When there are multiple instances of the same data value, we call this "data redundancy." Data values should only appear within a database as many times as necessary. Ideally, each unique value should only appear once.
Data redundancy can lead to wasted resources and slower query times. As well as that, it can actually cause dangerous inconsistencies and even data loss. Database developers work hard to chase redundancy out of their systems with a process known as "normalization."
How Does Data Redundancy Happen?
Redundancy can occur within a database that lacks proper structure. For example, consider a database that contains two tables: one for customer information and one for order information.
When a customer creates an account, the system creates a record in the customer information table. This record includes all of their information, including a home address. Later, the customer orders a product for home delivery. Because it is in a poorly designed database, the order information table also has an address column.
Here, we see data redundancy: the same address exists twice. It’s wasteful and inefficient, but it’s also a risk. What happens if the customer logs in and changes their address? The system may only register the change on one table, so you now have two addresses for the customer, one of which is incorrect.
This kind of problem can happen on a larger scale within an organization. For instance, most businesses will have a Customer Relationship Management system and a separate order fulfillment system. Out of necessity, both platforms will have their own databases. Each database may have information about an entity, such as a customer. Businesses have to keep these entities in sync.
What’s the Solution to Data Redundancy in Databases?
Database designers use normalization to avoid any kind of structural redundancy within their databases.
In the previous example, the designer would immediately see that the address value occurs in two tables. They would deal with this problem by adding a new table called "Address" that looks like this:
ID ¦ Street ¦ City ¦ State ¦ ZIP -------------------------------------------------- 001 ¦ Main Street ¦ Los Angeles ¦ CA ¦ 90210
The designer would then remove the address field from the Customer and Address tables, and replace this with the corresponding ID from the Address table.
What happens if the customer changes their address? The system updates the value in the Address table, which changes what you see when you’re looking at the Customer view and the Order view.

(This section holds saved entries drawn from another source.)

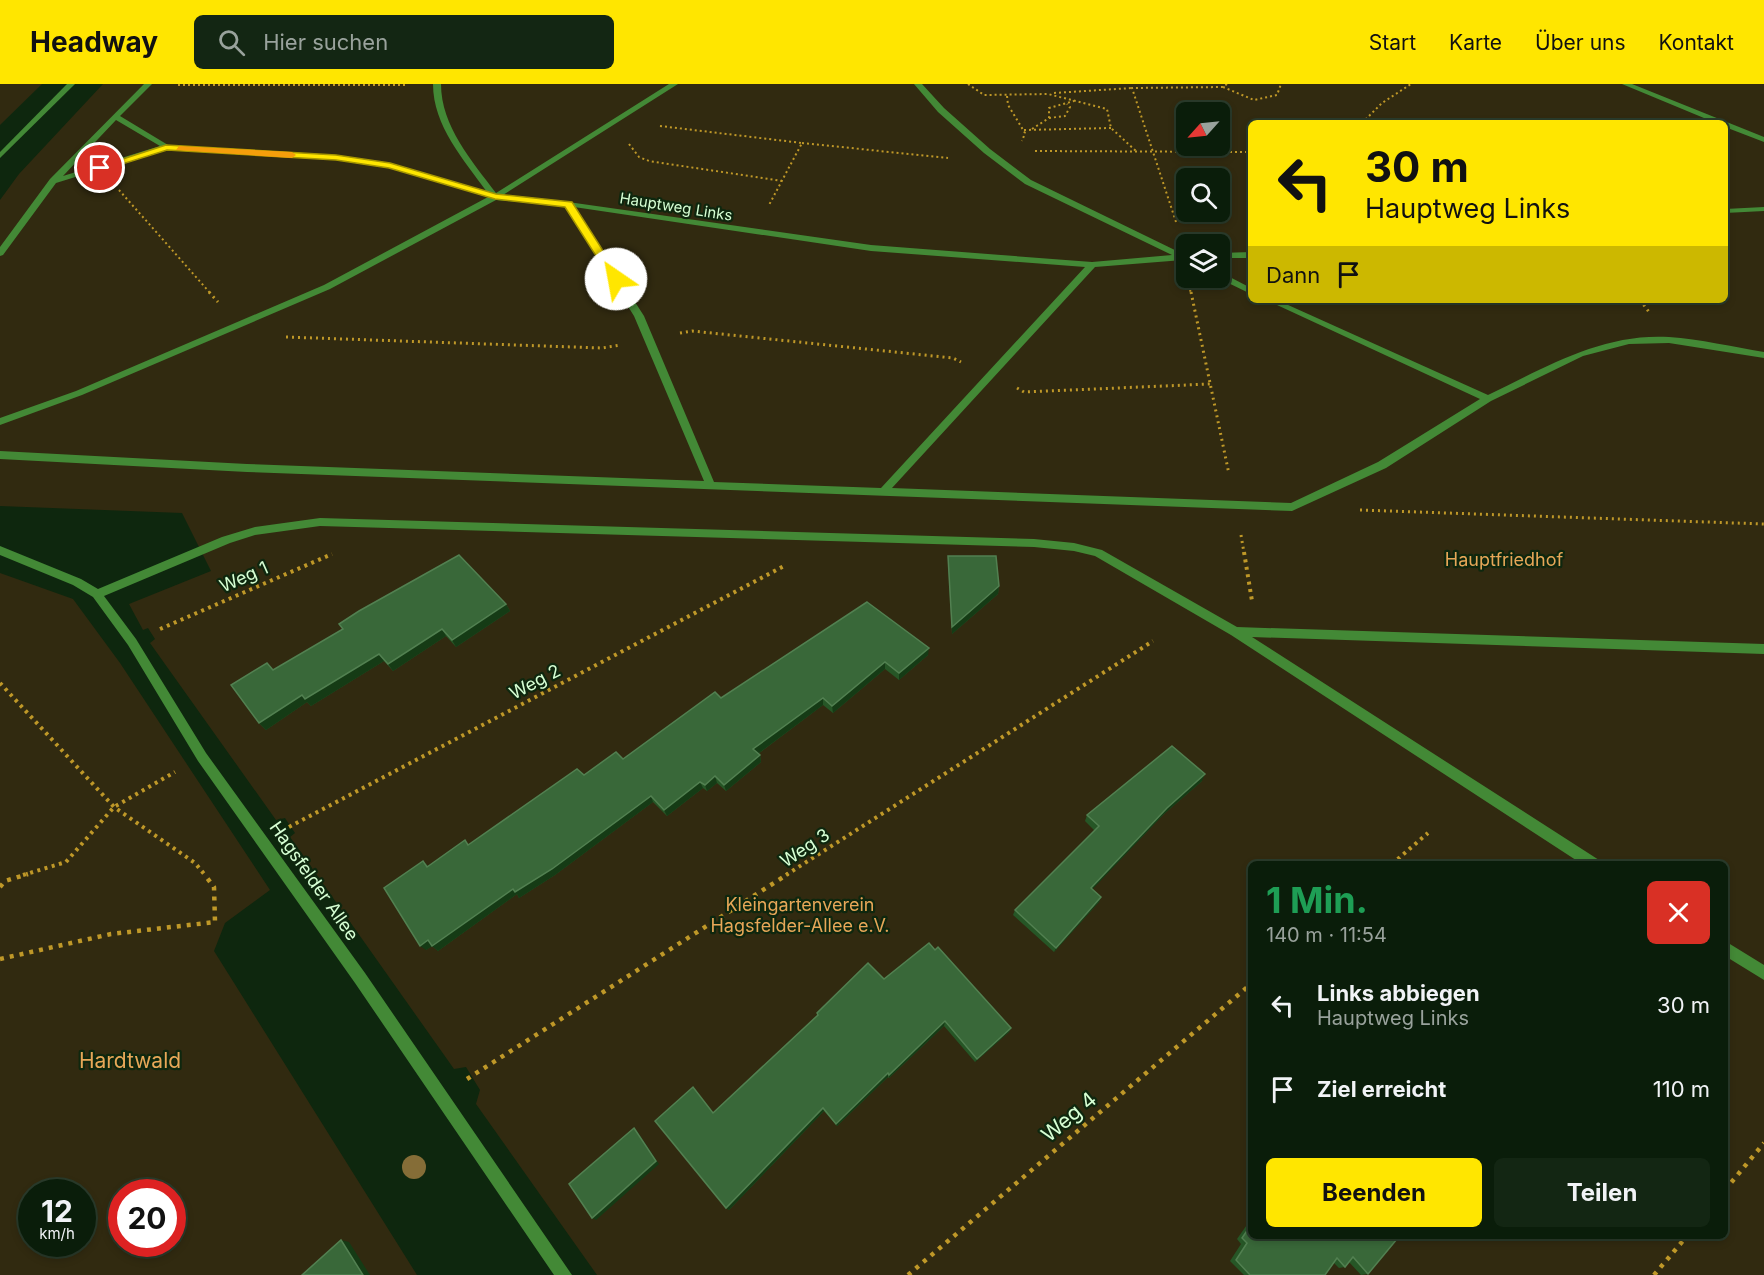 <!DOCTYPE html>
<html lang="de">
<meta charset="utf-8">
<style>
:root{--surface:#0a1d0a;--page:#132613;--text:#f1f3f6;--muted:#99a29c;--line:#2a3b2b;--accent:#ffe600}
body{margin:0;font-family:Inter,sans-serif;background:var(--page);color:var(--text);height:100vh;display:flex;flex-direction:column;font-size:22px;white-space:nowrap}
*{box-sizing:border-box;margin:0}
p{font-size:20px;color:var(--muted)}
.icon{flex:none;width:33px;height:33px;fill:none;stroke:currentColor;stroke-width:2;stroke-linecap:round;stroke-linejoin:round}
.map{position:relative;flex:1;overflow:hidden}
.side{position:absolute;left:1248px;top:777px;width:480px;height:378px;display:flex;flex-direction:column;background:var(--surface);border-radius:9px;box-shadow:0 3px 9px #0003,0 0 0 2px var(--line)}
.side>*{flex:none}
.banner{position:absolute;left:1248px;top:36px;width:480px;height:183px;border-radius:9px;box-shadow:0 3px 9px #0003,0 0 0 2px var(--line);background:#ffe600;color:#111;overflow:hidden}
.needle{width:39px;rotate:243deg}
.buttons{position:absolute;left:1176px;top:18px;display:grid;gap:12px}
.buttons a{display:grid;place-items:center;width:54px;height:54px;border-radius:9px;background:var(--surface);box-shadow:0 3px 9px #0003,0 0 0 2px var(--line);font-size:30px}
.speed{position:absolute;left:18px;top:1095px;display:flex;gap:12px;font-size:30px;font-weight:700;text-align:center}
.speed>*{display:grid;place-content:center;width:78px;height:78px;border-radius:50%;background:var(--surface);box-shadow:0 3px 9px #0003,0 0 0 2px var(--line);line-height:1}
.speed small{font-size:15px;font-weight:400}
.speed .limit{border:9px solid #d22;background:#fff;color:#111}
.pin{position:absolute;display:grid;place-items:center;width:51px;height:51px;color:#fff;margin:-26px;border:3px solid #fff;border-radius:50%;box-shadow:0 2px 6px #0007}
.me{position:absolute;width:66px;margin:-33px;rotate:327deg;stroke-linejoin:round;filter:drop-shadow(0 0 4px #0008)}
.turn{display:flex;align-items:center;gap:21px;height:126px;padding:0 18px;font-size:27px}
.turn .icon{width:78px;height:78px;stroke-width:2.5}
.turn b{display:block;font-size:42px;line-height:51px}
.then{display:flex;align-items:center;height:57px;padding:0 18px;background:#0003;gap:12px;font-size:22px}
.round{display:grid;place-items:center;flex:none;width:63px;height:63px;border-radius:9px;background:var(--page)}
.headline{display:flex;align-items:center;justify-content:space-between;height:102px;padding:0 18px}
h1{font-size:36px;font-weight:700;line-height:45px;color:#1e9e55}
.action{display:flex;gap:12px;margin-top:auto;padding:12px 18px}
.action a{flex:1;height:69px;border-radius:9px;background:var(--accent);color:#111;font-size:24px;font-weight:700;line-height:69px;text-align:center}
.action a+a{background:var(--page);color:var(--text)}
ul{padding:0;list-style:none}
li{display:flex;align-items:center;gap:18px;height:84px;padding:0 18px}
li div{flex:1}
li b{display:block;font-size:22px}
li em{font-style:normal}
header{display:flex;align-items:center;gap:36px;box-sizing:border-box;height:84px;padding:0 30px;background:var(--accent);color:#111}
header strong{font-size:28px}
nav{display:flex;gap:33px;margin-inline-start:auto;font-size:21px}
.search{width:420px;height:54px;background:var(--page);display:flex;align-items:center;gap:15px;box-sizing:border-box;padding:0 21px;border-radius:9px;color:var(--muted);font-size:22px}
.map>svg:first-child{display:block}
.green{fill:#312a10;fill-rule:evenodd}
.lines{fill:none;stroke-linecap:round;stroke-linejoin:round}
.path-far3{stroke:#bf9828;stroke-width:2;stroke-dasharray:2 3;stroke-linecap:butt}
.path-far2{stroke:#bf9828;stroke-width:3;stroke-dasharray:2 4;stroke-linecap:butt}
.path-far1{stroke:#bf9828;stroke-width:4;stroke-dasharray:3 4.5;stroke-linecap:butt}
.path{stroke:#bf9828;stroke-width:4.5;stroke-dasharray:4 6;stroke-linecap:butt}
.service{fill:#438936;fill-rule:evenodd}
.tertiary{fill:#438936;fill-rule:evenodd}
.tree{fill:#856d37}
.wall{fill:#265626}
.shaded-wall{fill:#153b15}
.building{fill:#396839;stroke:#528051;stroke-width:1.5}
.route{fill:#ffe600;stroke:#a69600;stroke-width:1.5}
.slow{fill:#f59e0b}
.labels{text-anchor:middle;stroke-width:4.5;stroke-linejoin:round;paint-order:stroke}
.far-street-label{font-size:15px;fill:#d7ffd4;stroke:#0e270e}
.park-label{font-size:18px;fill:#e7a758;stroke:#0e270e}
.street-label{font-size:18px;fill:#d7ffd4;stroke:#0e270e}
.near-park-label{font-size:21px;fill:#e7a758;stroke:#0e270e}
.near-street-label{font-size:21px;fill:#d7ffd4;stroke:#0e270e}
</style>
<header>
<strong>Headway</strong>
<div class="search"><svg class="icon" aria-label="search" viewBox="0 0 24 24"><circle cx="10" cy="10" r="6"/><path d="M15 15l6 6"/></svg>Hier suchen</div>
<nav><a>Start</a><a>Karte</a><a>Über uns</a><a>Kontakt</a></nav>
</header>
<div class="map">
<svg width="1764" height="1191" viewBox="0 0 1764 1191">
<rect width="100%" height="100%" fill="#0e270e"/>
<g class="green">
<path d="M0 0H42L0 41Z"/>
<path d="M103 0H1764V1191H597L476 1020 480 1006 466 983 454 985 290 753 295 749 285 734 276 736 150 559 155 555 148 544 143 546 129 520 211 487 182 429 0 422V116L19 90ZM1186 28H1220V62H1186ZM1251 39H1725V216H1251ZM1186 94H1220V128H1186ZM1186 160H1220V194H1186ZM1251 780H1725V1152H1251Z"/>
<path d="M0 489 73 515 120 579 270 806 225 839 214 867 417 1191H0ZM32 1108H82V1160H32ZM122 1108H172V1160H122Z"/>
</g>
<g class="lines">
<g class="path-far3">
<path d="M968 0 984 11 1048 10 1107 25 1111 44 1136 67"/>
<path d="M178 1H408"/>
<path d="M1223 3 1254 16 1277 11 1281 0"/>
<path d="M1054 9 1132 4"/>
<path d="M1007 12 1008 21 1025 49 1022 57"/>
<path d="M1049 34 1065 32 1070 23 1067 20"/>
<path d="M1362 39 1382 19 1411 0"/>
<path d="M1617 39H1643"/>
<path d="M660 42 802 59 769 121"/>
<path d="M1032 45 1049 34V24L1074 17"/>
<path d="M1024 46 1111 44"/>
<path d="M802 59 948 74"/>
<path d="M629 60 639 73 649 77 782 97"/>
<path d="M1035 67 1251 68"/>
<path d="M119 106 211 210"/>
<path d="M1176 138 1132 4 1223 3 1227 0"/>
<path d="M1189 201 1191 210"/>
</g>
<g class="path-far2">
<path d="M209 208 218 218"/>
<path d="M1191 208 1229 390"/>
<path d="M1640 216 1649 228"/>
<path d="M680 249 692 247 953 274 961 278"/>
<path d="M286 253 602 264 620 261"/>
<path d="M1017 304 1024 308 1210 300"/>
<path d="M1360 426 1764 440"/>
<path d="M1241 451 1244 469"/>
</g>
<g class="path-far1">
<path d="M1244 468 1252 517"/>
<path d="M160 545 332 470"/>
<path d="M0 599 114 723 195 779 205 791"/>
<path d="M289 743 784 482"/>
<path d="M1392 780 1428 749"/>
<path d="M23 791 66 778 114 723 175 688"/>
<path d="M786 791 1153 557"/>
</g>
<g class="path">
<path d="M0 803 5 797 28 790"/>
<path d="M0 875 111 850 215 838 214 803 204 790"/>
<path d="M467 995 788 790"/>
<path d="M1725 1106 1764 1059"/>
<path d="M908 1191 1251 900"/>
<path d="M1654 1191 1687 1152"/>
</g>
<g class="service">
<path d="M144 0H152L120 32 168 61 336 72 390 80 487 108C464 76 433 42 433 0H441C441 42 472 77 496 109L669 0H678L503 111 568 118 871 161 1092 178 1172 171 1025 100 984 69 938 28 914 0H922L944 24 990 65 1031 96 1183 170H1186V174L1183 176 1095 183 892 404 1291 419 1378 378 1480 315 1266 216H1277L1488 311C1546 283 1602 249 1669 253 1700 255 1733 263 1764 268V274L1669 259 1629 260 1583 272 1491 317 1386 384 1292 427 247 388 0 375V367L247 380 704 397 634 232 565 122 496 116 330 205 82 311 0 341V334L76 307 324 201 488 113 389 84 336 76 166 65 56 99 3 171 0 172V163L50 95ZM116 36 160 62 63 92ZM574 123 871 167 1085 183 881 404 714 398 644 232Z"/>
<path d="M1622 0H1632L1764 53V58L1725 43V39H1716Z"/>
<path d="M1764 123V127L1725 129V125Z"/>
<path d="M1251 168V174H1220V169Z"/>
<path d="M1220 188 1251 204V210L1218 194Z"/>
<path d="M320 434 1034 455 1074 459 1102 466 1237 543 1764 560V570L1252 553 1599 776 1601 780H1582L1231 551 1095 472 1074 467 1034 463 320 442 255 451 230 459 104 512 136 555 206 669 365 889 572 1191H554L355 899 198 677 128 561 93 513 73 501 0 471V462L81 495 98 505 222 453 255 443Z"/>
<path d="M1725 857 1764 881V896L1725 872Z"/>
</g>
<path class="tertiary" d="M67 0H75L0 74V68Z"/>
</g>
<circle class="tree" cx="414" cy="1083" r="12"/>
<g class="wall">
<path d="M948 472 999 502 998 510 952 550 948 479Z"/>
<path d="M867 518 928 571 899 596 885 585 833 629 823 621 758 670 760 671 761 678 726 707 717 699 707 707 703 704 667 732 653 718 555 791 519 814 517 810 438 867 432 862 426 866 423 777 428 782 468 761 584 691 623 675 721 614Z"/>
<path d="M506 520 510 527 456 563 446 552 393 587 384 577 311 622 307 618 266 646 259 639 267 579 273 586 343 545 339 540Z"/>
<path d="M1202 697 1164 730 1092 805 1101 813 1099 818 1054 868 1013 831 1015 826 1095 747 1085 737 1087 731Z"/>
<path d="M935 866 1011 944 1009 948 975 978 944 942 889 994 888 993 837 1042 824 1027 729 1126 726 1124 713 1029 818 932 817 929 884 895Z"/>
<path d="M1251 1135V1152H1394L1368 1190 1361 1191 1349 1178 1345 1183 1339 1184 1334 1179 1325 1191H1244L1230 1177 1241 1160 1237 1155Z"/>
</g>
<g class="shaded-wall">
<path d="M999 502 998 510 952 550V543Z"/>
<path d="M506 520 510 527 456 563 452 556Z"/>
<path d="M442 545 446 552 393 587 388 580Z"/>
<path d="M929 564 928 571 899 596V589Z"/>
<path d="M379 570 384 577 311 622 307 618 266 646 259 639 302 611Z"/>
<path d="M885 578V585L833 629 832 622Z"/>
<path d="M823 614V621L755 672 753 665Z"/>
<path d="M760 671 761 678 726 707 724 701Z"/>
<path d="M1205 690 1202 697 1164 730 1088 810 1091 804 1167 724Z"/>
<path d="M715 692 717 699 707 707 705 701Z"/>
<path d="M700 698 703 704 667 732 664 726Z"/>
<path d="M651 712 653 718 555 791 519 814 517 810 438 867 432 862 513 805Z"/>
<path d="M1101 813 1099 818 1054 868 1056 864Z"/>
<path d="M428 856 434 861 426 866 420 862Z"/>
<path d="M945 937 944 942 889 994V991Z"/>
<path d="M1011 944 1009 948 975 978 977 975Z"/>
<path d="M888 989V993L837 1042 836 1040Z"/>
<path d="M823 1024 824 1027 729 1126 726 1124Z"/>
<path d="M634 1044 637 1047 659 1080 596 1136 592 1134Z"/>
<path d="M341 1156 349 1158 370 1191H363Z"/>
</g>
<g class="building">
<path d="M459 471 506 520 452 556 442 545 388 580 379 570 305 615 302 611 259 639 231 601 267 579 273 586 343 545 339 540 359 527Z"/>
<path d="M948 472H996L999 502 952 543Z"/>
<path d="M867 518 929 564 899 589 885 578 832 622 823 614 753 665 760 671 724 701 715 692 705 701 700 698 664 726 651 712 552 785 515 808 513 805 432 862 428 856 420 862 384 804 423 777 427 783 465 756 468 761 577 685 584 691 616 668 623 675 715 608 721 614Z"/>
<path d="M1172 662 1205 690 1167 724 1091 804 1101 813 1056 864 1015 826 1099 742 1087 731Z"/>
<path d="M929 859 935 866 938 863 1011 944 977 975 945 937 889 991 888 989 836 1040 823 1024 726 1124 655 1037 693 1003 713 1029 818 931 817 929 868 879 884 895Z"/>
<path d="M634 1044 656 1077 592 1134 569 1100Z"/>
<path d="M1251 1141V1152H1394L1397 1155 1368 1190 1353 1173 1345 1183 1337 1174 1325 1191H1250L1236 1176 1247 1159 1242 1154Z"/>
<path d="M341 1156 363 1191H302Z"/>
</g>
<path class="route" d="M166 61 336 71 390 79 496 110 572 118 621 195 612 197 565 123 495 115 389 84 336 76 167 66 103 86 95 84Z"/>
<path class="slow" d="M179 62 292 68 296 71 292 74 176 66Z"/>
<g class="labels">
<g class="far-street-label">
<text transform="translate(676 123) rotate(9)" y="5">Hauptweg Links</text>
</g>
<g class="park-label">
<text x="1504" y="482">Hauptfriedhof</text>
<text x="800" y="827">Kleingartenverein<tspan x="800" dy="21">Hagsfelder-Allee e.V.</tspan></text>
</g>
<g class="street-label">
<text transform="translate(244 493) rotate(-24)" y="6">Weg 1</text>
<text transform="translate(535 598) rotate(-28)" y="6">Weg 2</text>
<text transform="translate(805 764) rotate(-33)" y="6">Weg 3</text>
<text transform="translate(314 797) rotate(55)" y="6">Hagsfelder Allee</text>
</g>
<g class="near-park-label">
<text x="130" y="984">Hardtwald</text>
</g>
<g class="near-street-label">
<text transform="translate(1069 1033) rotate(-40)" y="7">Weg 4</text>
</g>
</g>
</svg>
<div class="buttons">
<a><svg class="needle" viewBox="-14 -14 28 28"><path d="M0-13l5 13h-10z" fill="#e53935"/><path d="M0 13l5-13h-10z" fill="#99a29c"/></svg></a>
<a><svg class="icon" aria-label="search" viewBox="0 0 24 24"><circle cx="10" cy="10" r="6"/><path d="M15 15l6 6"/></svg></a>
<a><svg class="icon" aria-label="layers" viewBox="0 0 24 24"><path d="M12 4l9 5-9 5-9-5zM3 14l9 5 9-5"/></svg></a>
</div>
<div class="speed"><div>12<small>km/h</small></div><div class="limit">20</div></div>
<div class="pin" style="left:100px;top:84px;background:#d93025"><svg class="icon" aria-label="arrive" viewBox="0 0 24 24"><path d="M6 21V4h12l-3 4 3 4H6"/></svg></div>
<svg class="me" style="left:616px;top:195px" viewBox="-20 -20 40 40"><circle r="19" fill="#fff"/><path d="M0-13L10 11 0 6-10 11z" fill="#ffe600"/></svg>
<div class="banner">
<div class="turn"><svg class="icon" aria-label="left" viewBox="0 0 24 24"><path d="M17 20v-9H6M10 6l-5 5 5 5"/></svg><div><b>30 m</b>Hauptweg Links</div></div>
<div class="then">Dann<svg class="icon" aria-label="arrive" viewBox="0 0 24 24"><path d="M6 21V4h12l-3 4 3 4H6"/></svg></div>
</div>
<section class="side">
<div class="headline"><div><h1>1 Min.</h1><p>140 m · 11:54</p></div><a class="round" style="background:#d93025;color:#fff"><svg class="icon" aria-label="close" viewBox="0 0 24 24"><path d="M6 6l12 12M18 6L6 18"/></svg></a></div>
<ul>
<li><svg class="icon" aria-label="left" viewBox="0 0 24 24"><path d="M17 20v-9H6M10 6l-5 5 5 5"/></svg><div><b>Links abbiegen</b><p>Hauptweg Links</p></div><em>30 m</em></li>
<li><svg class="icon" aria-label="arrive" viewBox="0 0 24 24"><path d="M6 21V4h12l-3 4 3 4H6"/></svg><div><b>Ziel erreicht</b></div><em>110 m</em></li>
</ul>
<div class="action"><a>Beenden</a><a>Teilen</a></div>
</section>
</div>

Normalization is an iterative process. This means that you perform some basic normalization, then look for further normalization opportunities. A fully normalized database will have zero redundancy.
Database normalization is a fundamental part of database design. Generally, users won’t have a problem with this unless they’re working with data from a source like Excel. But problems may occur when working with information on a larger scale.
What’s the Solution to Data Redundancy in Organizations?
Normalization techniques only work on unified databases. So, what happens when your data is scattered across multiple systems?
This is a common problem in enterprises. Some companies fail to recognize it as a problem thanks to the affordability of data lakes. However, if you dump everything into a data lake without discrimination, you risk turning it into a data swamp.
A better approach is to use data integration to merge and normalize your data. Data integration often relies on a process like ETL to help unify your data. ETL is a three-step process:
- Extract: First, the ETL pulls data from each source in a raw format.
- Transform: Next, the ETL applies transformation techniques to the raw data. This can involve data cleansing and deduplication, which helps to purge any unnecessary records. The ETL will also apply a new schema, which can include full normalization.
- Load: Finally, the ETL sends the transformed data to its destination, which is typically a data warehouse.
Data warehouses are relational databases, although they’re typically much larger than other databases. But database experts can still apply the same normalization techniques to help create an even greater level of data consistency. This will speed up queries to the warehouse while reducing overall warehousing costs.
Advantages of Intentional Data Redundancy
Data redundancy is not always negative. In fact, redundancy can actually be an important element of data governance.
For instance, a data backup is technically a form of redundancy, as it contains data that exists elsewhere. But having multiple backups is essential for data quality. Ideally, organizations should take full snapshots of their data regularly.
Data redundancy can also support data integrity. For example, having a customer address on multiple systems makes sure you can verify one against the others whenever there is a question. System architects might also sometimes decide that it’s worth putting up with redundancy to improve overall system performance.
Intentional data redundancy can be positive, as long as it is an informed decision with an understanding of the possible consequences. Database designers should always consider data integrity ahead of any other considerations.